The third hymn, ‘I vow to thee, my country’, reverberates through the beating heart of every proud and patriotic Englishman and woman. To the tune of ‘Jupiter’ from Holst’s The Planets, it vies with Parry’s ‘Jerusalem’ to be England’s national anthem. It has all the patriotic fervour of a ‘Last Night of the Proms’, and the words draw on the political themes and spiritual tensions of Augustine’s City of God. The hymn clearly meant a lot to her. She quoted from it in her 1988 speech to the General Assembly of the Church of Scotland:
“I always think that the whole debate about the Church and the State has never yielded anything comparable in insight to that beautiful hymn ‘I Vow to Thee my Country’. It begins with a triumphant assertion of what might be described as secular patriotism, a noble thing indeed in a country like ours: ‘I vow to thee my country all earthly things above; entire, whole and perfect the service of my love.’ It goes on to speak of ‘another country I heard of long ago’ whose King can’t be seen and whose armies can’t be counted, but ‘soul by soul and silently her shining bounds increase’. Not group by group, or party by party, or even church by church – but soul by soul – and each one counts.”
Her theme is consistent: we are back to those individual souls who make up hard-working families who freely associate to form the communities which constitute a true society.
The Bishop of London then commended Margaret Thatcher to God the Father who created her, and to the Son who redeemed her, by the Holy Spirit, who called her. “Go forth upon thy journey from this world O Christian soul”, and ascend to the New Jerusalem. And then the Archbishop of Canterbury prayed that we might be supported through this “troublous life”, and blessed this day and always:
“Lord, now lettest thou thy servant depart in peace: according to thy word.

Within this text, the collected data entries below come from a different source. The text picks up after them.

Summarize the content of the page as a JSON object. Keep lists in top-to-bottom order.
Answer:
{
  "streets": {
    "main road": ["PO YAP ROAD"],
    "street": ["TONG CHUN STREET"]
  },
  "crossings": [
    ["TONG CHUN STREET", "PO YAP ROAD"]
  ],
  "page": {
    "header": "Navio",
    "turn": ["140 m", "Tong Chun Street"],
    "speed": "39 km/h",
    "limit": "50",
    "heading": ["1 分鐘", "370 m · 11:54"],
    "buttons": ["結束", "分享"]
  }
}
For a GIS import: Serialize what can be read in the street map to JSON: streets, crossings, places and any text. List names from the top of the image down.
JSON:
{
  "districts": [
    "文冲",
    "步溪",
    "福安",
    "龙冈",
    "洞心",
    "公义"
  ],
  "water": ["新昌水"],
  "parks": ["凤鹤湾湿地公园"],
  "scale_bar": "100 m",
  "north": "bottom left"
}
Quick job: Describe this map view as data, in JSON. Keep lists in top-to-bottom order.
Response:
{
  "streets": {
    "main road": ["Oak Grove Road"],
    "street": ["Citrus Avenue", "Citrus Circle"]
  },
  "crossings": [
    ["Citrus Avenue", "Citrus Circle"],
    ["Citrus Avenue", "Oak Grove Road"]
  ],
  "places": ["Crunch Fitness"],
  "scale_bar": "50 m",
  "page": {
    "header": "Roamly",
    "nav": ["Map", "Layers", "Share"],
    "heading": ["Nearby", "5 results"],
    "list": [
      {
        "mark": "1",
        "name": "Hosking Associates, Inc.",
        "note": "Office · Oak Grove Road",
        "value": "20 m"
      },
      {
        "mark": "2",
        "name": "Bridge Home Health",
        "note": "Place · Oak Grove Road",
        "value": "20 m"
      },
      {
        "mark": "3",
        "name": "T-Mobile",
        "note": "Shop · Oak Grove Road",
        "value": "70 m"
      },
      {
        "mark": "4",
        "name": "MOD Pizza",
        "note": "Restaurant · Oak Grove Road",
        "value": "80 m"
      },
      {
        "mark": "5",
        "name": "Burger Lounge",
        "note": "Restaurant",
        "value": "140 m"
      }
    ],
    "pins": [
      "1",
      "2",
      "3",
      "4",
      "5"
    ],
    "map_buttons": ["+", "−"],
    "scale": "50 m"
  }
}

For mine eyes have seen: thy salvation,
Which thou hast prepared: before the face of all people;
To be a light to lighten the Gentiles: and to be the glory of thy people Israel.”
Cranmer’s words were lost in Elgar’s glorious ‘Nimrod’. There is nothing more Anglican than the Book of Common Prayer, and perhaps no piece of music more English than ‘Nimrod’ from the Enigma Variations. All that was perhaps missing was a line or two of Shakespeare. But Dan Hannan provided those at the Pavilion End tribute by The Freedom Association afterwards:
“When that this body did contain a spirit,
A kingdom for it was too small a bound;
But now two paces of the vilest earth
Is room enough.”
Margaret Thatcher’s final political conference was Conservative, Christian and deeply spiritual. It expressed grandeur beyond mere policy and jingoism. It was the
embodiment of her merits and a reflection of those virtues of hers which continue to inspire others toward loyalty, service and devotion. The Lady was a commanding
personality and a force of nature. Just as she has left an everlasting impression upon the national psyche, this funeral service will justifiably echo down the centuries to tell future generations of her greatness.
Thank you, Lady Thatcher, for reminding us of where we came from, who we are, and what we can be.